No, no--Easton has it all wrong when she writes that what school districts need at this time is "widespread teacher training and a curriculum designed to teach children how to treat one another with respect." What we need are parents who teach their children the parameters of acceptable behavior in all aspects of daily life.

Nor is it that teachers "need to educate those children, and they're not doing it." The parents of those children should have trained them from day one.

Teachers should be trained to teach academics while the students' home training is being reinforced. We must stop expecting teachers to be surrogate parents.

Helen M. Kvitky

Laguna Hills


Just what kind of wimps are we raising in this country?

As a heavy kid who spent 12 years in the New York City public schools, I was tormented daily in ways that Jane Doe probably cannot comprehend. Most of it was at the hands of some very aggressive pupils, badgering me for my lunch money, or just for the hell of it.
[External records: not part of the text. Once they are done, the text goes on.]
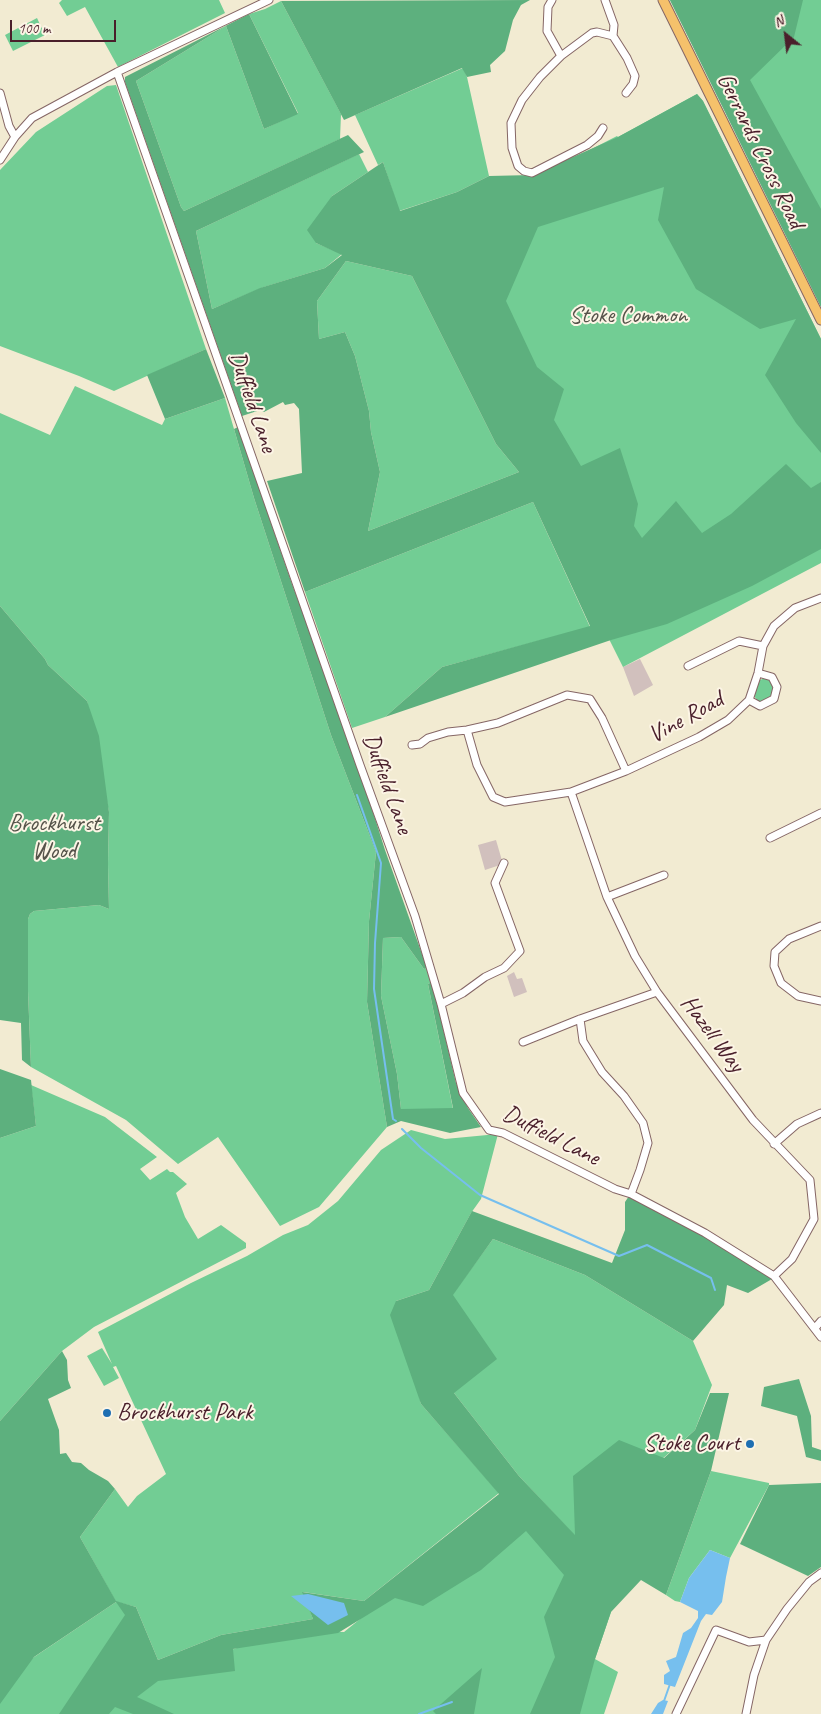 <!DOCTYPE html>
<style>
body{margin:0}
#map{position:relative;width:821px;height:1714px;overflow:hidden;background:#f2ebd2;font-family:Caveat,sans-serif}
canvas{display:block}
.north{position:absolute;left:761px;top:10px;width:50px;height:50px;-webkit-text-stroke:4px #fcf5e5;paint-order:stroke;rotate:331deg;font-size:14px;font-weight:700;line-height:20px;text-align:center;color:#4a1f2b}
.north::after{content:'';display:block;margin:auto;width:18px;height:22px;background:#4a1f2b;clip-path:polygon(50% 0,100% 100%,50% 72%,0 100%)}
.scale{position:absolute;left:10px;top:20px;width:106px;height:22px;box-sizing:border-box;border:2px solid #4a1f2b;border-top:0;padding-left:6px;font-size:15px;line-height:18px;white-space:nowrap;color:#4a1f2b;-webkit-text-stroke:4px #fcf5e5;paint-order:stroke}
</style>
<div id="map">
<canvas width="821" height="1714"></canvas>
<div class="north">N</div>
<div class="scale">100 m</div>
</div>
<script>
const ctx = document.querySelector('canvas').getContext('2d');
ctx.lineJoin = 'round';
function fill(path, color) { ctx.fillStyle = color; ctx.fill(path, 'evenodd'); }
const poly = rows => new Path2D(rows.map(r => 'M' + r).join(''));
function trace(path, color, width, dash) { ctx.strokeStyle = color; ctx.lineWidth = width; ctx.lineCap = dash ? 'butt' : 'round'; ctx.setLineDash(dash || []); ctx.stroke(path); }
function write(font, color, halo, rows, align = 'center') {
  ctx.font = font + ' Caveat,sans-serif'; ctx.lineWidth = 4; ctx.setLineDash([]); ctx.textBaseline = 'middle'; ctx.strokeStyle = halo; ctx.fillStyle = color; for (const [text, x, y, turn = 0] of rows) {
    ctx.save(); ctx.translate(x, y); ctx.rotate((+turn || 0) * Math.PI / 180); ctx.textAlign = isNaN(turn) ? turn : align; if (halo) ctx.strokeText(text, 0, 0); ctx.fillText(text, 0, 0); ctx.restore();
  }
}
fill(poly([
 [640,659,653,685,634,696,623,667],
 [496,840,503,864,485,870,478,845],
 [514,972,517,979,522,978,527,992,514,997,507,976]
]), '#d1c0bd');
fill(poly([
 [62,0,219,0,225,13,118,67,85,7,67,16,59,3],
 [670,0,821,0,821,307,706,73],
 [281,1,341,114,340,139,184,211,181,207,136,81,226,26,264,129,298,113,249,14,265,9],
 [37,18,45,35,13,51,5,35],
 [463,68,467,77,489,176,457,192,399,211,383,162,378,165,355,115],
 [116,85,206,349,114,391,79,376,0,346,0,170,36,132,107,86],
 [697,94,703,101,821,339,821,563,623,667,514,449,496,198,617,136,618,137],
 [359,154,368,172,332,196,316,243,342,254,325,268,264,287,212,309,196,231],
 [346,261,412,276,496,444,519,472,368,531,380,472,371,432,369,411,355,356,345,332,319,339,317,301],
 [75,386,162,425,165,419,225,398,254,498,331,735,376,852,369,921,367,1002,387,1127,319,1207,280,1226,218,1137,178,1164,126,1120,31,1067,28,991,28,919,30,914,34,911,99,905,109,909,108,864,109,812,87,701,48,665,45,659,0,606,0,413,50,435],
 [533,502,590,627,442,667,385,717,352,728,305,592],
 [765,678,770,679,774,687,773,693,765,702,758,701,754,696,760,680],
 [401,937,424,969,427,968,432,982,428,984,453,1109,401,1109,397,1074,381,996,383,938],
 [31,1085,105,1117,157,1157,140,1169,150,1180,167,1169,170,1172,173,1172,187,1184,176,1193,185,1217,198,1239,221,1225,246,1243,246,1248,94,1327,62,1351,0,1421,0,1138,36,1126],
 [411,1130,445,1139,498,1134,481,1199,471,1213,429,1290,396,1301,421,1404,499,1493,364,1601,303,1592,313,1619,221,1635,158,1660,136,1607,117,1602,139,1632,154,1675,292,1630,344,1632,506,1501,611,1612,595,1659,618,1672,604,1714,0,1714,0,1680,116,1602,80,1537,115,1489,128,1507,137,1496,166,1474,116,1366,113,1367,119,1378,104,1386,87,1356,102,1348,112,1364,98,1332,191,1283,247,1256,283,1235,308,1225,338,1201,381,1150],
 [493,1239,585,1275,693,1341,712,1385,695,1430,575,1536,519,1476,454,1393,452,1295],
 [711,1471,769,1483,769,1485,730,1558,710,1550,689,1578,680,1602,675,1601,666,1595]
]), '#72cd94');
fill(poly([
 [530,0,521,5,513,20,505,51,490,65,491,72,467,77,462,68,344,120,281,1],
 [670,0,803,0,794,37,750,80,821,209,821,307],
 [249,14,298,114,264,129,226,26,136,81,181,207,184,211,348,135,364,152,196,231,212,309,260,288,325,268,342,255,316,243,307,230,332,196,383,162,400,211,457,192,489,176,532,175,618,137,697,94,703,101,821,339,821,453,796,423,765,375,796,319,760,329,696,289,658,220,664,187,538,227,506,301,537,367,564,389,554,420,581,466,620,448,638,504,634,526,642,538,676,501,702,533,731,514,786,464,811,488,821,482,821,549,752,586,667,624,611,640,385,717,442,667,590,626,533,502,305,592,267,481,302,473,299,409,294,403,285,405,283,402,264,412,260,410,242,416,125,82,125,77],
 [346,261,412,276,496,444,519,472,368,531,380,472,371,432,369,411,355,356,345,332,319,339,317,301],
 [206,349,225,398,165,419,147,375],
 [238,427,292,584,350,739,385,850,427,968,424,969,401,937,383,938,381,996,397,1074,401,1109,453,1108,428,984,432,982,456,1083,468,1108,481,1127,450,1133,401,1121,387,1127,367,1002,369,921,376,852,331,735,254,498,234,429],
 [0,606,45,659,48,665,87,701,99,736,109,812,108,864,109,909,99,905,34,911,30,914,28,919,28,991,31,1067,22,1060,21,1023,0,1020],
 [0,1069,31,1080,36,1126,0,1138],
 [629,1196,704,1234,772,1279,748,1293,727,1285,724,1305,693,1341,585,1275,493,1239,453,1295,497,1359,454,1393,519,1476,575,1535,573,1476,619,1440,664,1458,695,1430,710,1393,729,1393,711,1471,666,1595,641,1580,611,1612,595,1659,580,1714,530,1714,555,1657,544,1617,564,1575,526,1531,481,1570,423,1606,395,1598,338,1633,233,1649,235,1671,158,1681,137,1697,174,1714,133,1714,115,1707,109,1714,59,1714,125,1615,116,1602,34,1657,0,1704,0,1421,62,1351,67,1360,68,1380,71,1388,48,1399,59,1430,60,1454,66,1453,72,1462,81,1463,89,1470,108,1481,115,1489,80,1537,116,1601,136,1607,158,1660,221,1635,313,1619,302,1592,364,1601,499,1494,421,1404,390,1315,396,1301,429,1290,472,1211,612,1263,625,1230,625,1202],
 [799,1379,811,1416,812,1447,821,1450,821,1461,806,1457,797,1416,761,1406,764,1387],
 [821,1483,821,1567,808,1576,740,1544,769,1485],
 [482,1668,474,1714,436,1714,433,1711]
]), '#5db07e');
fill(poly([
 [710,1550,730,1558,726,1577,722,1602,712,1615,706,1614,701,1621,675,1687,664,1684,664,1675,670,1671,666,1661,676,1657,683,1633,691,1628,698,1618,698,1611,680,1602,689,1578],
 [308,1594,344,1603,348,1615,328,1625,291,1596],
 [663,1700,668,1701,663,1714,651,1714,658,1703]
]), '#76bfee');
trace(poly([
 [357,795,381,863,375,943,374,989,393,1119,396,1121],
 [402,1129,421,1148,480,1195,619,1256,647,1245,711,1278,715,1290],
 [664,1701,670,1684],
 [419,1714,452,1702]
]), '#76bfee', 2);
const minor = poly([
 [552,0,548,7,547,31,561,56],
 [605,0,614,25,613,36],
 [117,72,360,765,415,916,441,1004,463,1093,489,1130,503,1133,615,1189,631,1194,705,1233,774,1276,821,1337],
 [0,93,9,126,15,137],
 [603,128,598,136,587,145,532,173,524,171,518,166,512,148,511,123,522,100,540,77,561,56,592,33,597,32,613,36,627,58,635,76,633,84,626,93],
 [0,160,15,137,32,118,117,72,269,0],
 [688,666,739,641,763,646],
 [749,700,760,706,774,699,777,687,772,677,758,673],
 [467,730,477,765,493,797,505,802,571,792,626,771,699,737,728,720,749,700,758,673,763,646,774,626,795,608,821,598],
 [412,745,420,744,428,738,448,732,467,730,498,723,567,695,590,699,602,718,626,771],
 [571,792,607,897,635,956,657,992,753,1120,810,1180,814,1219,792,1259,774,1276],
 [770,838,821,813],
 [607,897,664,875],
 [821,926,789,939,775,952,774,966,781,983,798,996,821,1001],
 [441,1004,463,993,485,977,504,968,520,951,495,883,504,863],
 [580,1019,583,1041,602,1072,624,1096,643,1123,648,1143,640,1170,631,1194],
 [523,1042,580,1019,657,992],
 [774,1144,797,1124,821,1113],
 [815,1328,821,1321],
 [676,1714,716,1630,749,1642,766,1640],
 [746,1714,754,1675,766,1640,787,1609,809,1582,821,1573]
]);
const major = poly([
 [663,0,821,320]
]);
trace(minor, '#856665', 9);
trace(major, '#856665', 11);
trace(minor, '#fff', 7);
trace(major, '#f5c16b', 9);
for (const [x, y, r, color] of [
 [107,1413,5,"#1f6fb2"],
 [750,1444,5,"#1f6fb2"]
]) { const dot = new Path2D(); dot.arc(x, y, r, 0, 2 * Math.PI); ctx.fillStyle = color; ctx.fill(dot); trace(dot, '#fcf5e5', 2); }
write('24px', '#4a1f2b', '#fcf5e5', [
 ["Gerrards Cross Road",760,151,64],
 ["Duffield Lane",252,402,71],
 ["Vine Road",686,718,-29],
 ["Duffield Lane",387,784,70],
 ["Hazell Way",712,1034,53],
 ["Duffield Lane",551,1136,27]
]);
write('24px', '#56534a', '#fcf5e5', [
 ["Stoke Common",628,316],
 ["Brockhurst",54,824],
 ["Wood",54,852]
]);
write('24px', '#4a1f2b', '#fcf5e5', [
 ["Brockhurst Park",117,1413],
 ["Stoke Court",740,1444,"right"]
], 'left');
</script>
They were hassling me simply because I I was an easy, too-sensitive target.

I remember getting laughed at because I referred to a "pussycat" once during story time, not understanding the sexual implications, and how one of the girls in the back of the room hiked up her skirt in order to to underline the allusion.

My reaction to these incidents and others like them was not to cry, whine to the authorities or complain to my mother. Instead, I reached the conclusions that (1) most people are idiots, (2) multiculturalism is a license that allows certain individuals to do as they wish with no fear of reprisal from cowed authorities and (3) naivete is for the birds.

In other words, I grew up. Peer pressure became irrelevant, so drug use and sexual promiscuity passed me by. As for Jane Doe and her so-called abuse, I've got three words of advice: Deal with it.